Pemerintah menyatakan penyelesaian pembebasan lahan untuk proyek Light Rail Transit (LRT) Jabodebek diperkirakan mundur lagi hingga pertengahan Agustus 2019. Sebelumnya pembebasan lahan ditargetkan bisa rampung akhir Juli ini.
Direktur Jenderal Perkeretaapian Kementerian Perhubungan Zulfikri mengatakan hingga saat ini, dari 181 bidang tanah yang belum bebas, baru 55% lahan yang dibebaskan.
"Ya tinggal 45 persen. Tadi kita berusaha (upayakan) percepatan, paling tidak tadi disepakati mungkin pertengahan Agustus ini bisa (selesai)," ujarnya ditemui di Kemenko Maritim Jakarta, Kamis (25/7).
Zulfikri mengatakan lahan yang perlu dibebaskan paling banyak terdapat di titik yang dijadikan depo yakni di Kota Bekasi dan Kabupaten Bekasi.
Meski progresnya lambat, ia menyebut pembebasan lahan terus dilakukan. Ia juga memastikan tidak ada kendala terkait harga karena semua proses didahului dengan musyawarah.
Dalam kesempatan itu, Direktur Utama Adhi Karya (Persero) Tbk. Budi Harto selaku kontraktor proyek LRT Jabodebek, mengatakan pembebasan lahan diharapkan bisa selesai sebelum 17 Agustus 2019.
Menurut Budi, setelah proses lahan selesai, pihaknya akan bisa langsung melanjutkan proyek pembangunan.
"Yang di depo Bekasi Timur sudah dipancang 100 titik, begitu bebas langsung turun ke lapangan," ujarnya.
Budi mengatakan pembebasan lahan yang berlangsung lama hingga hampir setahun turut menghambat progres pekerjaan. Namun, pihaknya mengaku masih harus menghitung pembengkakan biaya proyek karena molornya jadwal kontruksi.
"Jadi dijalan ada 20 'pier' (tiang pancang) yang belum bisa dibangun, yaitu di Bekasi Timur dan depo," ujarnya.
Secara total, progres pembangunan LRT Jabodebek telah mencapai sekitar 65% untuk tiga rute yakni Cibubur-Cawang, Cawang-Dukuh Atas dan Cawang-Bekasi Timur.
Tulang punggung Jabodetabek
Dalam kesempatan terpisah, Menteri Perhubungan Budi Karya Sumadi menyebutkan angkutan massal akan menjadi “tulang punggung” transportasi perkotaan.

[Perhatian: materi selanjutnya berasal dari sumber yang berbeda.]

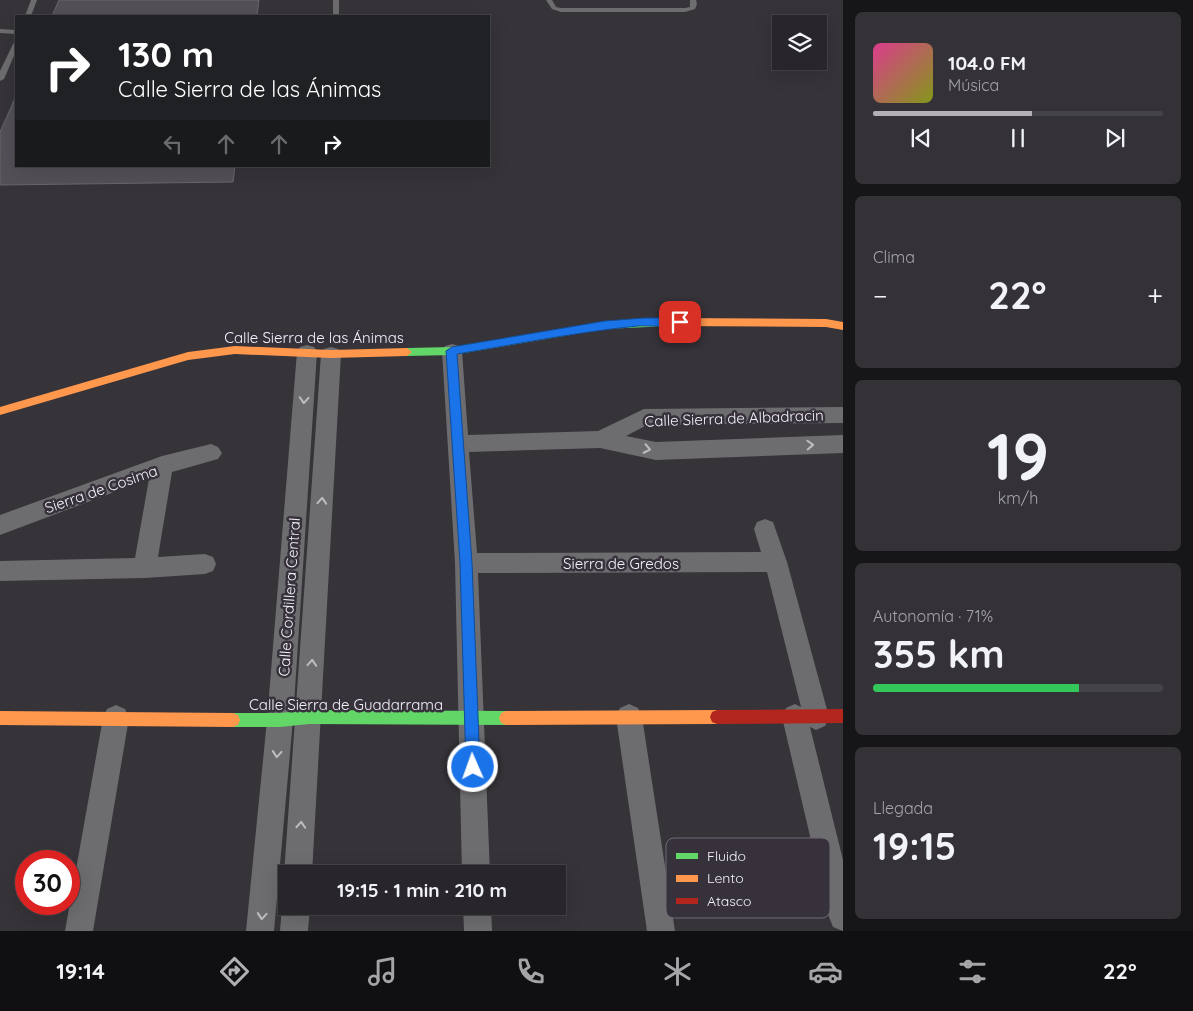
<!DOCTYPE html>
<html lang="es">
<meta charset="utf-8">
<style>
:root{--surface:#28262b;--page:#343237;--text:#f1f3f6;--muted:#a5a5a9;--line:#444347;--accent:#b2afb5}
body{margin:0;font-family:Quicksand,sans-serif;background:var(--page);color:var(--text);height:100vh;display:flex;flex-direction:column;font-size:19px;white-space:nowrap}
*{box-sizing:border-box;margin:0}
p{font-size:16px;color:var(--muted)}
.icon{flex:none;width:28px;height:28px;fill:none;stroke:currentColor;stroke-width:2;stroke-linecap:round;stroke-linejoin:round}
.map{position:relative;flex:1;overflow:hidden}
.side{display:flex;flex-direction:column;gap:12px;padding:12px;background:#161518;width:350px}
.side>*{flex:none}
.guide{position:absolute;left:15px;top:15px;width:475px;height:152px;border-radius:0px;box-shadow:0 5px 20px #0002,0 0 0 1px var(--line);background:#202124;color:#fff;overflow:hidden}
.fabs{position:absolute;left:772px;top:15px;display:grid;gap:10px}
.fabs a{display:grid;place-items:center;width:55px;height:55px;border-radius:0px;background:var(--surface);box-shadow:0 5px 20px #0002,0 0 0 1px var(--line);font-size:25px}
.speed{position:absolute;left:15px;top:850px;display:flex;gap:10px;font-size:25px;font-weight:700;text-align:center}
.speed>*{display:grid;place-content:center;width:65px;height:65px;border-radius:50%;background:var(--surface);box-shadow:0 5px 20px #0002,0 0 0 1px var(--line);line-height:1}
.speed .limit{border:8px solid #d22;background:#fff;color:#111}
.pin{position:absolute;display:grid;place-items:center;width:42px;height:42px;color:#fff;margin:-21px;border-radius:10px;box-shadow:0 2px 8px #0006}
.me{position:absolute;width:55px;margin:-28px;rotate:358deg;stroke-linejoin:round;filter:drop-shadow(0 0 4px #0008)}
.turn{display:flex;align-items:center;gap:18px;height:105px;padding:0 20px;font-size:22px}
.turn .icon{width:65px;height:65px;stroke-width:2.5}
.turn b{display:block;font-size:35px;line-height:42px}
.lanes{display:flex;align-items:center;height:48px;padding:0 20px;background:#0003;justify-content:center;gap:25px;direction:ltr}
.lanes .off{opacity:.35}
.big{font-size:38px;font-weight:700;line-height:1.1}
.side .widget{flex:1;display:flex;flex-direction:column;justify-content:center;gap:8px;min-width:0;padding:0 18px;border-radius:8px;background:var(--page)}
.side .dial{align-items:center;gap:0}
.dial b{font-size:65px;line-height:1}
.song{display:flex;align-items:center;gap:15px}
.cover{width:60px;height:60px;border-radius:8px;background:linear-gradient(135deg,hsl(330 70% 55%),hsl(70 70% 35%))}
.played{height:5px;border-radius:2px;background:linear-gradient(90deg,var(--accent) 55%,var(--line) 55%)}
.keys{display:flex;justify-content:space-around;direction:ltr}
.heat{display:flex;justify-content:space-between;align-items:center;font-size:28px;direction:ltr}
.charge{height:8px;border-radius:4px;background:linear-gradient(90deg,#34c759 71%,var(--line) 0)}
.trip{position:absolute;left:278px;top:865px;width:288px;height:50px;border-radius:0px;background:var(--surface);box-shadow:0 5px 20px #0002,0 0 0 1px var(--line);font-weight:700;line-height:50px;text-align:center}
.dock{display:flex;height:80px;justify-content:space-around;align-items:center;background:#100f11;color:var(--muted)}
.dock .icon{width:35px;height:35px}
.dock .current{color:var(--accent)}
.dock b{font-size:22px;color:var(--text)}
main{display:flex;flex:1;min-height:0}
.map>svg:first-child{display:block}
</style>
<main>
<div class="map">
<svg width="843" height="931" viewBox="0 0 843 931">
<rect width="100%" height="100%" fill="#363339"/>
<path fill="#545058" stroke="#69676b" d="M59,0h200l-2,16h-205z
M16,96v70h219l-2,16 -233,3v-53z"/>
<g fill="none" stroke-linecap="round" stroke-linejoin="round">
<path fill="#6d6d6f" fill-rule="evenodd" d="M31,0h6l-6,16h-6z
M333,0h6v16h-6z
M546,0h6l4,7 5,1h124l5,-1v-7h6l1,4 -2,5 -10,3h-124l-9,-3z
M0,29l16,1v4l-16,-1z
M16,42v9l-12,28 -4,2v-10l13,-27z"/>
<path fill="#6d6d6f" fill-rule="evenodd" d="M452,344l7,2 3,5 6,84 130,-4 46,-22 199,-2v16l-196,2 -21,11 30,6 187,-7v18l-187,7 -56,-12 -131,4 8,101 284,-1 -7,-23 3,-7 8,-3 8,3 14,40 42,155 -4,9 -9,4 -6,-3 33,133v71l-10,-4 -4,-10 -47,-200 4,-9 9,-4 6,3 -34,-135 -289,1 12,301h-28l-7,-311 -13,-212 3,-5z
M307,345l7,2 3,5 -24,368 -19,211h-28l21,-211 30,-368 3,-5z
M331,347l7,2 3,5 -29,520h-26v5l-2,-5 37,-520 3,-5z
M211,444l7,3 4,6 -4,6 -46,13 -14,85 47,-3 8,3 3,7 -3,7 -8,3 -60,4 -145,3v-20l135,-3 14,-79 -149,56v-20l162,-59z
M629,704l9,4 4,9 33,214h-28l-31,-214 4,-9z
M116,705l9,4 4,9 -36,213h-28l38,-213 4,-9z
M286,896v10h24l-2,25h-28l2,-25z
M463,906h28l1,25h-28z"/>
<path fill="#63d668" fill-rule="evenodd" d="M669,318l5,4 -5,4 -64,3 -153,26 -45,1 -5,-4 5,-4 45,-1 153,-26z
M309,710l197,1 5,2 2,5 -2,5 -5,2 -197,-1 -29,3h-47l-5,-2 -2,-5 2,-5 5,-2h47z"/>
<path fill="#ff974d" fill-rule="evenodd" d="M669,318l157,1 17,3v8l-17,-3 -157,-1 -5,-4z
M235,346l96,4 76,-2 5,4 -5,4 -76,2 -96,-4 -47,6 -188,55v-8l188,-55z
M717,710l5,2 2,5 -2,5 -5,2 -211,1 -5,-2 -2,-5 2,-5 5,-2z
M0,711l233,2 5,2 2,5 -2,5 -5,2 -233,-2z"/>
<path fill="#b3261e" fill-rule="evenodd" d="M843,709v14l-126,1 -5,-2 -2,-5 2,-5 5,-2z"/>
</g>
<defs><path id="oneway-chevron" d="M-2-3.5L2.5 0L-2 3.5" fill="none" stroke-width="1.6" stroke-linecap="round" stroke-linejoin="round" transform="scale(1.25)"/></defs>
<g stroke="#bfbdc1">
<use href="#oneway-chevron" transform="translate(304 400) rotate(94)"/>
<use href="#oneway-chevron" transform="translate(810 445) rotate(-2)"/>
<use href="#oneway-chevron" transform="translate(647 449) rotate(12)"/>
<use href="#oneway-chevron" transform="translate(322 501) rotate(-86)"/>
<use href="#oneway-chevron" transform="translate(312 663) rotate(-86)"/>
<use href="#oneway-chevron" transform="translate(277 754) rotate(95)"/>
<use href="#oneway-chevron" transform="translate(301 825) rotate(-86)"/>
<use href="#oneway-chevron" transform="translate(262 916) rotate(95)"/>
</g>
<path fill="#1a73e8" stroke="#114b97" d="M644,318h36l6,4c-6,7 -38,3 -48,4 -61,6 -121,18 -181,28l15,209 8,204 -2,5 -5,2 -5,-2 -2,-5 -6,-204 -14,-212 6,-4 153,-26z"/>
<g text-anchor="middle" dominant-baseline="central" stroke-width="5" stroke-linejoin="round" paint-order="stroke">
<g font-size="15" fill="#f5f2f8" stroke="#36313b">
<text x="314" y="337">Calle Sierra de las Ánimas</text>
<text transform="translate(734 418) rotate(-2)">Calle Sierra de Albadracin</text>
<text transform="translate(101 489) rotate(-19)">Sierra de Cosima</text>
<text x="621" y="563">Sierra de Gredos</text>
<text transform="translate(289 597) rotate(-86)">Calle Cordillera Central</text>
<text x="346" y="704">Calle Sierra de Guadarrama</text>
</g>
</g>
<rect x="666" y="838" width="164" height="80" rx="8" fill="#36313b" stroke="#6f6b74" stroke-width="1"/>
<rect x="676" y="853" width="22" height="6" fill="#63d668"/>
<rect x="676" y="875" width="22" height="7" fill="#ff974d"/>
<rect x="676" y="898" width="22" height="6" fill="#b3261e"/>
<g font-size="14" fill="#f5f2f8">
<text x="707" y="861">Fluido</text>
<text x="707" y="883">Lento</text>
<text x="707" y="906">Atasco</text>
</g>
</svg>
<div class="fabs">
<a><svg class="icon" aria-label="layers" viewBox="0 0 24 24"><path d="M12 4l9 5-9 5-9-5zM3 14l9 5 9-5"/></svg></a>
</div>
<div class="speed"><div class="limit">30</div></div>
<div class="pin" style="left:680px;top:322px;background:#d93025"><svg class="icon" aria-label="arrive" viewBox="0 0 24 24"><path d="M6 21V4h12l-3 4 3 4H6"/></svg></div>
<svg class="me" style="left:473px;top:767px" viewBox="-20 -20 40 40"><circle r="17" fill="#1a73e8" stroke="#fff" stroke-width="3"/><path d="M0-11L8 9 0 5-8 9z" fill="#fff"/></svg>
<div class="trip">19:15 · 1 min · 210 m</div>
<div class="guide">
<div class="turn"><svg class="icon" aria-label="right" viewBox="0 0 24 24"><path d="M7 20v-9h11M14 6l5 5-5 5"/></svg><div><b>130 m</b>Calle Sierra de las Ánimas</div></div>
<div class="lanes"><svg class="icon off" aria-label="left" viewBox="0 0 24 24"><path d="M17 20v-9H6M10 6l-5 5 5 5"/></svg><svg class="icon off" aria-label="ahead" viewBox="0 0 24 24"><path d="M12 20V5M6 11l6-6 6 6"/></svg><svg class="icon off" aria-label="ahead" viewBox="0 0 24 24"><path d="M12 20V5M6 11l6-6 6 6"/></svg><svg class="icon" aria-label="right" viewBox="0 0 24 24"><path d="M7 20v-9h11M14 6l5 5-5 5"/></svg></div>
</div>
</div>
<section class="side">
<div class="widget">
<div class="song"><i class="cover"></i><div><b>104.0 FM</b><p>Música</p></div></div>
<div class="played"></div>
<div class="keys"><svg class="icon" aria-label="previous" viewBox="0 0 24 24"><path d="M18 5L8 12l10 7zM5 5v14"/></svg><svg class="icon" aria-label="pause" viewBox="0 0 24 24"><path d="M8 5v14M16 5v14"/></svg><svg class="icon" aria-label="next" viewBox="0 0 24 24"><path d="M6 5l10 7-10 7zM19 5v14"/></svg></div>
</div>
<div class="widget"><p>Clima</p>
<div class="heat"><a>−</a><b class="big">22°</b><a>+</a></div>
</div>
<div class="widget dial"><b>19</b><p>km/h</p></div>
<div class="widget"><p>Autonomía · 71%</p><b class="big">355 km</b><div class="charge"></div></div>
<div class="widget"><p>Llegada</p><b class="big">19:15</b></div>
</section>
</main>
<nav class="dock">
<b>19:14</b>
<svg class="icon current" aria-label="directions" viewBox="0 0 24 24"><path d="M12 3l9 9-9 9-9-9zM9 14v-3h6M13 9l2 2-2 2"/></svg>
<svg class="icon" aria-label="music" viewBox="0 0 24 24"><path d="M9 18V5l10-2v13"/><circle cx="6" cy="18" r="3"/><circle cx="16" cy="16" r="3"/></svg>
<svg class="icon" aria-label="phone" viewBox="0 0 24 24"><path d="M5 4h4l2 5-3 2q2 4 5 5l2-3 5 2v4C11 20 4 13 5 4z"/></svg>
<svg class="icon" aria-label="climate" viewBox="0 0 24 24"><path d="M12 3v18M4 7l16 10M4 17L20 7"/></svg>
<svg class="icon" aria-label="car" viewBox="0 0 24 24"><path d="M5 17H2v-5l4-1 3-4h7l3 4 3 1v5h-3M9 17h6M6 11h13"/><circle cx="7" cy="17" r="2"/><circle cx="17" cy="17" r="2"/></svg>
<svg class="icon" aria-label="filters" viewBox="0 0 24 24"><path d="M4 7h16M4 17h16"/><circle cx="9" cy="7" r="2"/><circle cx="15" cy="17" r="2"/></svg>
<b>22°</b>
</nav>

Budi mengatakan hal itu karena munculnya moda baru, seperti MRT dan LRT serta pengembangan Bus Rapid Transit seperti bus Transjakarta.
Selain itu, menurut dia, angkutan massal merupakan solusi kemacetan di perkotaan.
“Ini menjadi keniscayaan yang pasti akan terjadi suatu waktu tertentu. Karena tanpa angkutan massal, kita tidak bisa memberikan layanan pada masyarakat dengan baik artinya kemacetan ada di mana -mana,” katanya.
Menurut dia, adanya era baru transportasi juga tidak bisa dipisahkan dengan perkembangan teknologi, seperti integrasi sistem pembayaran yang sudah nontunai.
“Perkembangan industri 4.0 ini keniscayaan, apa yang kita persiapkan untuk mengisi dari konteks transportasi. Konektivitas adalah hal yang penting,” ujarnya.
Selain angkutan penumpang, lanjut dia, jalur logistik juga menjadi penting agar harga barang bisa sama di barat maupun timur Indonesia. Upaya ini dilakukan melalui program tol laut.
“Kita juga melakukan identifikasi serta evaluasi program tol laut ini bagaimana memasok barang dengan lebih sistematis,” katanya.
Untuk itu, menurut Budi, pembangunan infrastruktur harus dilanjutkan karena dinilai berimplikasi terhadap pembangunan ekonomi.
Menurut dia, pembangunan infrastruktur akan bermanfaat bagi industri kecil dan mikro, pariwisata, perkebunan dan perikanan.